Considering that marching a bunch of newborn baby bass even 50 yards invites danger, you can expect most of your fry guarders to set up shop just outside the actual spawning areas. This means those same protected creeks and coves where you found bed fish will eventually hold fry guarders.
Look closely at the area’s shallow grass, laydowns, stumps, and docks and you’ll often see a cloud of tiny figures huddling closely. The fry typically hold higher in the water column, but the male bass tend to hold a little deeper so they can keep an eye on the little ones, while monitoring the perimeter for encroaching threats.
While you’ll catch them any time of day, consider how sky conditions impact this game. More sun means better visibility, but that’s a two-way street. If you can see the fry guarder, assume he’s already seen you.
It’s definitely a give and take scenario, but your best bet is to quietly patrol the likely areas, blind cast far ahead of the boat, while scanning the areas near the boat for targets of opportunity. Often, long casts will disclose a fry guarder’s position as the male swirls or wakes after the bait; or when a cloud of fry “sprays” — leaping to avoid the passing bait.
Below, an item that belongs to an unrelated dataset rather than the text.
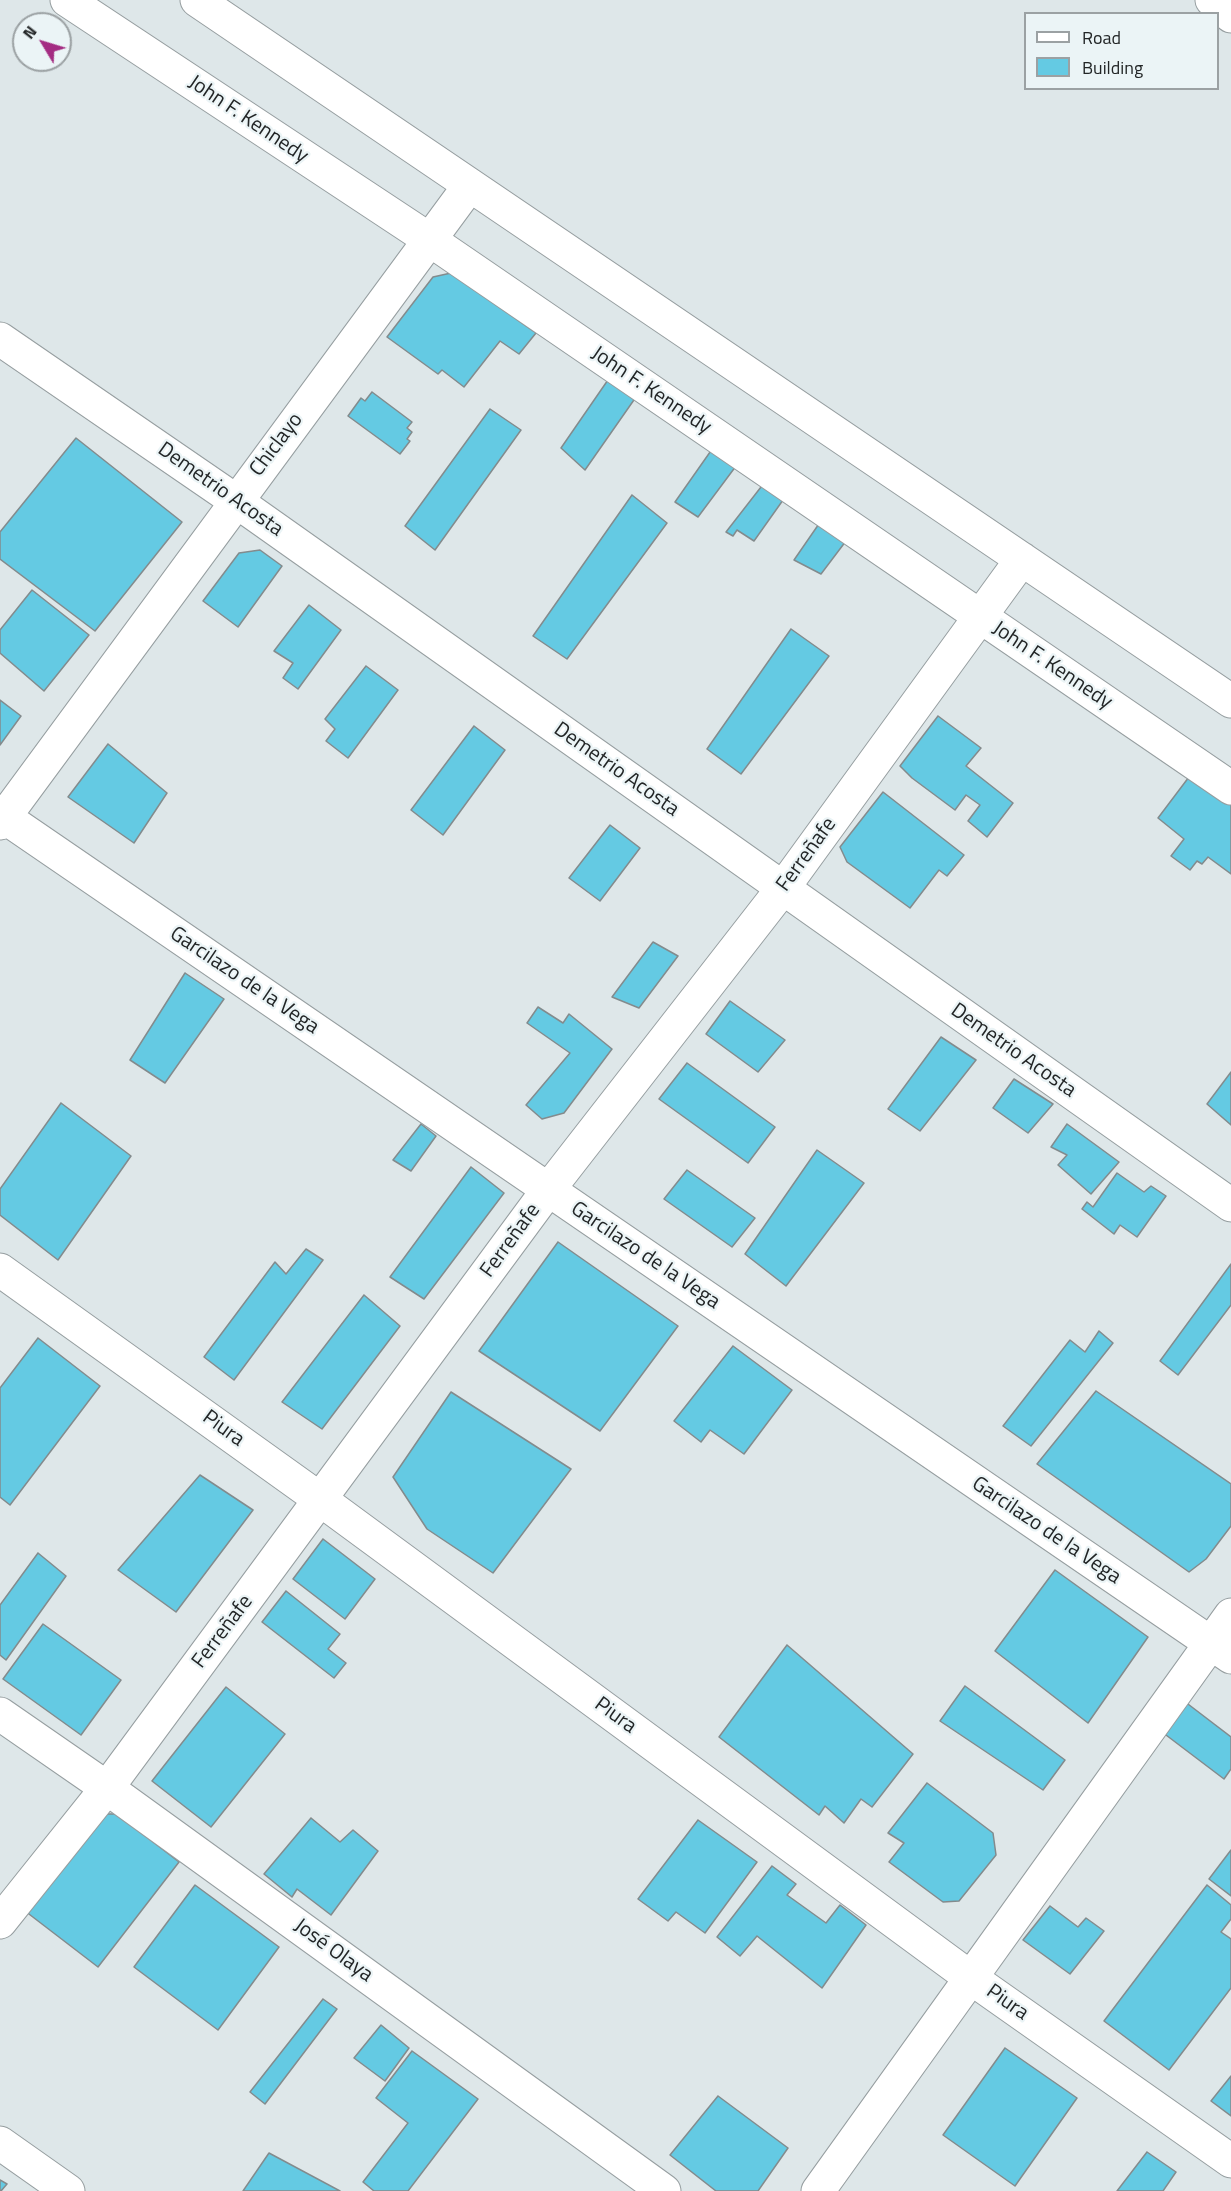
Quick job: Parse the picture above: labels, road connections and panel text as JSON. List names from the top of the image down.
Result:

One of the best baits for scattering fry or making a fry guarder move is a frog. Choose the traditional LIVE TARGET Hollow Body Frog, a soft plastic LIVE TARGET Freestyle Frog or a LIVE TARGET Frog Popper. Either of these presentations will do the trick.
Considering how bluegill and other panfish constantly harass bedding bass that are protecting eggs, as well as fry guarders watching the hatchlings, a LIVE TARGET Sunfish Swimbait brings a known enemy into the strike zone. When grass and other potential snags impede an open hook design, switch to the LIVE TARGET Hollow Body Sunfish for a topside presentation.
For closer targets, or follow-up casts, a soft plastic stickbait wacky rigged on a Mustad TitanX Wacky/Neko Dropshot hook. Because the fry are most often closer to the surface, you generally want to keep your presentations higher in the water column. However, if the male is spooky, or he’s bit and shakes a bait, you’ll do well by giving him a deeper look.
Two options: First, convert that wacky rig to a Neko rig by sticking a nail weight in the worm’s nose and switching the hook from a perpendicular orientation to a parallel position. For a more streamlined profile — better for flipping or pitching into grass or a laydown — Texas rig your bait on a Mustad Offset Shank Worm hook.